Stimulus Contingency and Task Context Encoding within the Anterior Cingulate–Amygdala–Cerebellum Associative Learning Network

Cerebellum (CB) interactions with forebrain systems contribute to learning cognitive and motor tasks, but the nature of these interactions is unknown. Trace eyeblink conditioning (EBC) is an excellent associative learning paradigm for examining interactions between forebrain systems and CB. The anterior cingulate cortex (ACC), central amygdala (AM), and CB are essential for trace EBC, and we previously recorded changes in neuronal activity in these areas during learning with paired presentations of the conditional stimulus (CS) and unconditional stimulus (US). We attributed changes in activity to learning CS–US contingency but did not report contingency manipulations.

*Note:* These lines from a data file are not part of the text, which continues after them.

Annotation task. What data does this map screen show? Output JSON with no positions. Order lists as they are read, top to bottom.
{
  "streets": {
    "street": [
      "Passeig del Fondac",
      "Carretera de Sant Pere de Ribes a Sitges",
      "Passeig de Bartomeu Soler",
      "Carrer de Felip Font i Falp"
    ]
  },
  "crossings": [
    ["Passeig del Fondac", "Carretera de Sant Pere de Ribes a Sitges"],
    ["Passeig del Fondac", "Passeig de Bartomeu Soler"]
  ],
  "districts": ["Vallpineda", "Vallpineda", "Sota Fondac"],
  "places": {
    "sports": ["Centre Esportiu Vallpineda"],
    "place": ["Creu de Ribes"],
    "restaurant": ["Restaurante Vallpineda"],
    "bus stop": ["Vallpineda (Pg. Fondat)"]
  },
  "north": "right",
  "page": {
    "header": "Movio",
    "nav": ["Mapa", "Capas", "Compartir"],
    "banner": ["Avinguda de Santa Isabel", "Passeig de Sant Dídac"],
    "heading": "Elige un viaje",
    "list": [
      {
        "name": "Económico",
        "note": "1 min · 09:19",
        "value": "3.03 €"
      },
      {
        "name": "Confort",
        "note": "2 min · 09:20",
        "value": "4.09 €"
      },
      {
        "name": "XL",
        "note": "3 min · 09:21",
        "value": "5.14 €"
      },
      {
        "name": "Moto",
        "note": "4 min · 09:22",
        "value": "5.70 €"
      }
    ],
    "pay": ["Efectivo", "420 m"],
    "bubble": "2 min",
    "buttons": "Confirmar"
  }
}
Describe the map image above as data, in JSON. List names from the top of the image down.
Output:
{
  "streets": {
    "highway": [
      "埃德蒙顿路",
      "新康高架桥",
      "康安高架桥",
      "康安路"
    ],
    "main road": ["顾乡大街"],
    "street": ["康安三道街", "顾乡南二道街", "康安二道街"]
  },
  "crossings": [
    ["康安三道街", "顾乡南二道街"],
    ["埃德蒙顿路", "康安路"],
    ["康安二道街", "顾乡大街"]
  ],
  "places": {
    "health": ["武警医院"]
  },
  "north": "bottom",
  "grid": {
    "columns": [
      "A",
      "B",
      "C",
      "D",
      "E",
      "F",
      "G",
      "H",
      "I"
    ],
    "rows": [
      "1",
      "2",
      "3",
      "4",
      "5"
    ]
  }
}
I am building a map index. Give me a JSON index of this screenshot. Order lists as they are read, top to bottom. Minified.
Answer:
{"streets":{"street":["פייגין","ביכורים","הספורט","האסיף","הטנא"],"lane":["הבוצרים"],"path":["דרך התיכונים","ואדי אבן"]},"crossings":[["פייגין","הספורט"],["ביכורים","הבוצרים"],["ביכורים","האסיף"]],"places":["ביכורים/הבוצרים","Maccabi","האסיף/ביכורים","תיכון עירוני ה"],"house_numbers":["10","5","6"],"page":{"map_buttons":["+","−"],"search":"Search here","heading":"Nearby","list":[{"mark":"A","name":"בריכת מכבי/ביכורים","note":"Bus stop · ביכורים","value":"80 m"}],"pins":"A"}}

Here, we analyzed data from the same rats of both sexes during sessions with transitions from CS–US (paired) trials to CS-alone (extinction) trials and from CS-alone trials to CS–US trials. All three areas showed changes in activity with changes in contingency, during both stimuli and the intertrial interval (ITI). Subsets of ACC, AM, and CB neurons showed higher activity during paired trials, while others showed higher activity during extinction trials both during trial events and ITI. Within- and between-area neuronal synchrony and machine learning predictions of behavior from neuronal activity decreased during extinction trials relative to paired trials, indicating widespread effects of contingency change on the ACC–AM–CB network. The findings suggest that the ACC–AM–CB network encodes both within-trial stimulus contingency and between-trial task context. The transition from paired to extinction trials may decrease mossy fiber input consistency to CB from ACC and AM and decrease the likelihood of CRs.